Llegado a la ciudad que levantaba la mirada al hierro visto desde cualquier rincón, el sastre deshizo sus maletas en un ático de siete alturas. Una torre de Babel que desafiaba la reputación de dicha
ciudad, pues el poco maquillaje dejaba asomar las habladurías de lo que la verdad parecía, y que distaba mucho de esa vieja historia.
Desde la decepción, y en combustión de la esperanza, se sorprendió con la llamada a la puerta de un cliente que vestía de granate. Del sombrero colgado de la pared salió un conejo, y del vacío de sus
manos enlazadas y a modo de espera, una rosa blanca.
Ante un encuentro tan poco habitual, el sastre tomó nota del humilde pedido del hombre de manos esculpidas en hielo, que consistía en una bufanda para afrontar el frió de Febrero.

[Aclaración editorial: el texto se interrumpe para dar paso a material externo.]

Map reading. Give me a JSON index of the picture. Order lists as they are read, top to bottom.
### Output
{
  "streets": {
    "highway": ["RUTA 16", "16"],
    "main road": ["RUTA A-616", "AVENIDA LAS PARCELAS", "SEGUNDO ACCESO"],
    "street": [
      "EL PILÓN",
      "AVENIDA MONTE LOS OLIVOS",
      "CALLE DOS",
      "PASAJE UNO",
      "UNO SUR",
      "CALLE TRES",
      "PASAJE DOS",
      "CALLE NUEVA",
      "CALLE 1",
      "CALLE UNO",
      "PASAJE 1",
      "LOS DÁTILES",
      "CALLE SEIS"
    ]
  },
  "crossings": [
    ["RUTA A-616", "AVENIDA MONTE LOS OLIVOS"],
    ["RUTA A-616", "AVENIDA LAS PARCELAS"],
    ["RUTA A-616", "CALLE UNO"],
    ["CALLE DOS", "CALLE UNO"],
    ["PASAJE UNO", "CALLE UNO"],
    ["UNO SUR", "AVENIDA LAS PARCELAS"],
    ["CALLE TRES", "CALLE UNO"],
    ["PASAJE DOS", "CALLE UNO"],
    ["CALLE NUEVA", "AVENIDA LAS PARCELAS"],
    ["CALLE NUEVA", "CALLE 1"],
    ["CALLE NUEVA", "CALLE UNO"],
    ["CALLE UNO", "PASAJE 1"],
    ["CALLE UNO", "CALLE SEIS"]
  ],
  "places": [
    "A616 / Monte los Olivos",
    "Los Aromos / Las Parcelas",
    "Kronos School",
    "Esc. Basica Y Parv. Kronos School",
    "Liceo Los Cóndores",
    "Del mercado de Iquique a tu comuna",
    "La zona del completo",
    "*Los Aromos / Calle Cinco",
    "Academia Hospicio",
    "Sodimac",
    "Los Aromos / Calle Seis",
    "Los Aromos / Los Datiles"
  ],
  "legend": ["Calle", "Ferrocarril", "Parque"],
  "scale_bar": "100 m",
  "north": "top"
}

Por su cuenta y sin esperar nada a cambio, hizo de su jersey más suave, un pijama para sus noches a dos pies. Cosió un pañuelo con las orejeras de su infancia para poder secarle aguas saladas del
bosque de hadas. Las agujas le destrozaron los dedos al hacer esa mochila de cuatro asas, pero siguió hilvanando con el hilo de su bufanda los primeros tres botones perdidos de sus camisas. Bordó su
camiseta favorita con dibujos de pequeñas escaleras y confeccionó un guante ambidiestro con la lana del orgullo que por el caballero con enorme percusión sentía. De la suela de sus zapatos enlazadas
con su sombrero tejió una alfombra mágica y quitó las hombreras a su único traje para hacerle un cojín de azotea. Recortó sus almohadas para hacerle unos prismáticos y con las plumas le hizo unas
plantillas para sus zapatos más duros. Con sus delicados dedos y las vueltas atrapadas en su muñeca puso sus mejores palabras juntas para crear una sábana para alejar fantasmas.
Las tijeras le habían agrietado las manos y las agujas se reían de los dedales. Las yemas de sus dedos perdían su identidad pero dentro de su pecho un jardín florecía. Una cascada de alegría brotaba
de su corazón y se derramaba en un lago de futuro. Como si se hubiera creado un nuevo mundo, como si de Plutón se hubiera adueñado, y viviera atrapado entre sus costillas.
Quedó desnudo con tanta ofrenda y sin embargo nunca me había sentido tan arropado.